A review in Roll Call complimented the authors, saying: "John McCain knows from experience that nobody is a better comrade in the trenches of writing than Salter. The two combine the fog of war with the fog of writing. Salter has a vocabulary as rich as McCain’s insights."

Military Review said that McCain and Salter "do an incredible job of bringing to life not only the experiences and stories of the individuals being examined, but also of those who served around them." However it chided the authors for including only a general bibliography and not specific citations for possibly novel statements and said that as a consequence the book was well-suited to general audiences but not academic ones.

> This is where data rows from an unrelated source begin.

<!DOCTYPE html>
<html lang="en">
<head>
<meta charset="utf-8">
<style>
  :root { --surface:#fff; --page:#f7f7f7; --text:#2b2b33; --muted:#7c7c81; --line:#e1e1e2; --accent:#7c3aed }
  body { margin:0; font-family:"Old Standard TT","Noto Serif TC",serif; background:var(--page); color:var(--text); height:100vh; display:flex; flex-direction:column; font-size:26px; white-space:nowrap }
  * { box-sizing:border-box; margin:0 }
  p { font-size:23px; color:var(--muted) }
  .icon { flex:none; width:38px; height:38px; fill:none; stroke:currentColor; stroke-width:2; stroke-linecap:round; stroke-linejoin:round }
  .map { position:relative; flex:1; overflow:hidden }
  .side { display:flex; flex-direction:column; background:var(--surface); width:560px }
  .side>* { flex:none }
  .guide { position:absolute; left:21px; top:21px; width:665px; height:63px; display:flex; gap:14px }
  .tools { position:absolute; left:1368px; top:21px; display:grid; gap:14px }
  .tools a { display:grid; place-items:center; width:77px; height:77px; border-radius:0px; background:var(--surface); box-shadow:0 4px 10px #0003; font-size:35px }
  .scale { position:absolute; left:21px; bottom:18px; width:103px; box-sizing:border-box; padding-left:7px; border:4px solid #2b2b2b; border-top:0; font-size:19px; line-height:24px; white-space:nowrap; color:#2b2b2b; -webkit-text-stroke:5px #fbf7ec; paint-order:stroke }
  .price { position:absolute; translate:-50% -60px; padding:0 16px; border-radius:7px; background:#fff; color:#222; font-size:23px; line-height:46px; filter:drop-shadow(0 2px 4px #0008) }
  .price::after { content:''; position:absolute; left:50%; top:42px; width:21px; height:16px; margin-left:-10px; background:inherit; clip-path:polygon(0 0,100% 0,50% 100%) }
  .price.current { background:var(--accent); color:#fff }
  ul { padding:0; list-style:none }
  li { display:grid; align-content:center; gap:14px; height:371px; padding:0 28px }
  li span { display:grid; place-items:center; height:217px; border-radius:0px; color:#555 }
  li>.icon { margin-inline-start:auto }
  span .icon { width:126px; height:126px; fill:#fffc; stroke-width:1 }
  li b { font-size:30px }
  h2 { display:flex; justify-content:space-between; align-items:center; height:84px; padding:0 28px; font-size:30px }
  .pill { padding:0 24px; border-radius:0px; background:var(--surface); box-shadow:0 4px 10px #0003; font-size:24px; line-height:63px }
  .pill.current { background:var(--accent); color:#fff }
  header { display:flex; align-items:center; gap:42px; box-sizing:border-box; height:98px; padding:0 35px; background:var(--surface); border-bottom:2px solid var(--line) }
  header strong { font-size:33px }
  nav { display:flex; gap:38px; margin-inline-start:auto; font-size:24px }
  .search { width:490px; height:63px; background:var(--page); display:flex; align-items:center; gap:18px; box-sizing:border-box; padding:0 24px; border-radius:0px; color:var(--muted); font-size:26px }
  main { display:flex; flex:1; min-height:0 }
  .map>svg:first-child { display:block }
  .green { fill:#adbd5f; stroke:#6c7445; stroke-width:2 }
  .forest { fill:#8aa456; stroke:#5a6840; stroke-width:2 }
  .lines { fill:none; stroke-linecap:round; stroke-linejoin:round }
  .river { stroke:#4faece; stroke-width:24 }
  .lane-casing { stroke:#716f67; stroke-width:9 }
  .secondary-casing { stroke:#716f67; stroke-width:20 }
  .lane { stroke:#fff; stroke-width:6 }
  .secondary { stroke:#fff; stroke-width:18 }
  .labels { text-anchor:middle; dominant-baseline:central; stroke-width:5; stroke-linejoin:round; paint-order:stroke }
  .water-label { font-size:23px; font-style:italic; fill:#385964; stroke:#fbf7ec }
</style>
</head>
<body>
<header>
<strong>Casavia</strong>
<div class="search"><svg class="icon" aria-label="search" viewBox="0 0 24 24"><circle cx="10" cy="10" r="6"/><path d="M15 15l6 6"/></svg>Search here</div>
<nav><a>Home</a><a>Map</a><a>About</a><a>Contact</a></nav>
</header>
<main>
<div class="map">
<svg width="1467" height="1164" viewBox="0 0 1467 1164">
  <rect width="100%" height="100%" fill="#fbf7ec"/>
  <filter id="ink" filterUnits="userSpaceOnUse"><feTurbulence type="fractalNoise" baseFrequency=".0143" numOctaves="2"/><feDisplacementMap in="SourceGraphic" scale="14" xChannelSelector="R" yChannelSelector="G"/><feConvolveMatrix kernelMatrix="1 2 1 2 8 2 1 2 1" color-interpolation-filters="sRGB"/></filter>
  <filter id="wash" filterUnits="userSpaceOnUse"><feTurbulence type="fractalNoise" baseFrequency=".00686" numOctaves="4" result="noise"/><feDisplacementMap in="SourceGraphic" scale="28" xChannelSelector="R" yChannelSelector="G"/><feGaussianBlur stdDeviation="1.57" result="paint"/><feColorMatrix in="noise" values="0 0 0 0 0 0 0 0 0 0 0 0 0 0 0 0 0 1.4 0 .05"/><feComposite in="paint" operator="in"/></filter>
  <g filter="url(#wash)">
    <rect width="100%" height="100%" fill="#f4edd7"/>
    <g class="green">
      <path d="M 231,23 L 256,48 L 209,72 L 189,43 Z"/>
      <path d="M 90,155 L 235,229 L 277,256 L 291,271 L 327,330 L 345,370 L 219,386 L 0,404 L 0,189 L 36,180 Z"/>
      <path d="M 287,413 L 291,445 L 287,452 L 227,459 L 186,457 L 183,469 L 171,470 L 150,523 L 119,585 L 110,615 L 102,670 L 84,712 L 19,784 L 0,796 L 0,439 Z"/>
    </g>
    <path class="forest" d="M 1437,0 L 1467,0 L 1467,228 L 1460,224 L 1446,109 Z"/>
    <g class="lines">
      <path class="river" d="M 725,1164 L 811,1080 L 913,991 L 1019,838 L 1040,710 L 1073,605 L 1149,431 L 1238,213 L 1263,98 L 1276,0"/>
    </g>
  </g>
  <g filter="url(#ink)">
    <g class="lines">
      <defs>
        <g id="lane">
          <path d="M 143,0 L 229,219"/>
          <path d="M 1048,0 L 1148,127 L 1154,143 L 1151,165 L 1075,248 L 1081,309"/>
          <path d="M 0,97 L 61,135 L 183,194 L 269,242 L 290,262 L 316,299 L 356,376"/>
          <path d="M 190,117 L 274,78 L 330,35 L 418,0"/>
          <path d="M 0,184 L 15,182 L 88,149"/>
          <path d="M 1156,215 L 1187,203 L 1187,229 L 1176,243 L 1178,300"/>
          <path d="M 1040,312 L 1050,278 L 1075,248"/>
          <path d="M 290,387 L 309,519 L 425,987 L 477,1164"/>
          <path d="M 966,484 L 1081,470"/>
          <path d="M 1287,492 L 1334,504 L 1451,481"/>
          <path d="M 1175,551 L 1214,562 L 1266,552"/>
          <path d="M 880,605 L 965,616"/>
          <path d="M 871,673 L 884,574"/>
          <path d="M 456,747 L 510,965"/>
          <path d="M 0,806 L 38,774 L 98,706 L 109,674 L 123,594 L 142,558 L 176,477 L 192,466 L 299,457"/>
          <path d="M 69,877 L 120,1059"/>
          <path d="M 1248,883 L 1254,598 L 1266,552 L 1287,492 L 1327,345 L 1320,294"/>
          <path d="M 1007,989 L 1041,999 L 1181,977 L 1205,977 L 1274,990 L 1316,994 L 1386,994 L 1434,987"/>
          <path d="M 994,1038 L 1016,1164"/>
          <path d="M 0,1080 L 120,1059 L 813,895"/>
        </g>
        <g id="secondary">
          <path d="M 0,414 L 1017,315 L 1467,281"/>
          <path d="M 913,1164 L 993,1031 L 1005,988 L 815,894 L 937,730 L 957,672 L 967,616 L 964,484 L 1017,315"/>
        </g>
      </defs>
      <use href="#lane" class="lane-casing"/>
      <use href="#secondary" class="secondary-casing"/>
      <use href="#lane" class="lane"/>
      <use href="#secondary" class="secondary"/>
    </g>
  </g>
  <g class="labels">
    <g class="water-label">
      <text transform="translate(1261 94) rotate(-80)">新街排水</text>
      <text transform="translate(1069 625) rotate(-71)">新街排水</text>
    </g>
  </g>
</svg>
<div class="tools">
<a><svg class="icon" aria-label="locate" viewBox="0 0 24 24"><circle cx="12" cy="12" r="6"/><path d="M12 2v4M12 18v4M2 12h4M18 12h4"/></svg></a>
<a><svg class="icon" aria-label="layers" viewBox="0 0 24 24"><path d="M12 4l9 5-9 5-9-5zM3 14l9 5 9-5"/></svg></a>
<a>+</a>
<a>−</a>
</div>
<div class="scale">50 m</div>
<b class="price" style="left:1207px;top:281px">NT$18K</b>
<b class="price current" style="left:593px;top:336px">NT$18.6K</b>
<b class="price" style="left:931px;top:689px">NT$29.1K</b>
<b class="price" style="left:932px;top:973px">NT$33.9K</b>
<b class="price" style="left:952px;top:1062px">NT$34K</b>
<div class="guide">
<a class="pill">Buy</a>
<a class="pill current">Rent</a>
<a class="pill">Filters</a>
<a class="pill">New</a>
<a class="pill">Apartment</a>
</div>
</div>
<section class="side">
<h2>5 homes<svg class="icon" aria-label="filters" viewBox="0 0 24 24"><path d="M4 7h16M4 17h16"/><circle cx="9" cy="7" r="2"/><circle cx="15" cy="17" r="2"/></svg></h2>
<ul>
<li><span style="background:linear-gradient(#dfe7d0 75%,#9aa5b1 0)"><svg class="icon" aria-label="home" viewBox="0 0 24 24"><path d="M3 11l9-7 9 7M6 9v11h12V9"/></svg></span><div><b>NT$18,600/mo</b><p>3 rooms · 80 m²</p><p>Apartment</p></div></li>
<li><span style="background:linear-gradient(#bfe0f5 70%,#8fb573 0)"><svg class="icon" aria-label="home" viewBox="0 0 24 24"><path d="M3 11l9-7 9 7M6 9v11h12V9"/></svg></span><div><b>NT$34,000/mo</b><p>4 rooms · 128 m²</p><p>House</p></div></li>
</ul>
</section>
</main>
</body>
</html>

Publishers Weekly said "McCain and
Salter aptly reveal humanizing moments in such theaters of cruelty.”
Kirkus Reviews summarized the book as containing "A patriotic though unsentimental look at the major wars fought by the United States as told through the difficult experiences of ordinary soldiers."

McCain appeared in media interviews to promote the book and also did some book signings.

Thirteen Soldiers was published in trade paperback in November 2015.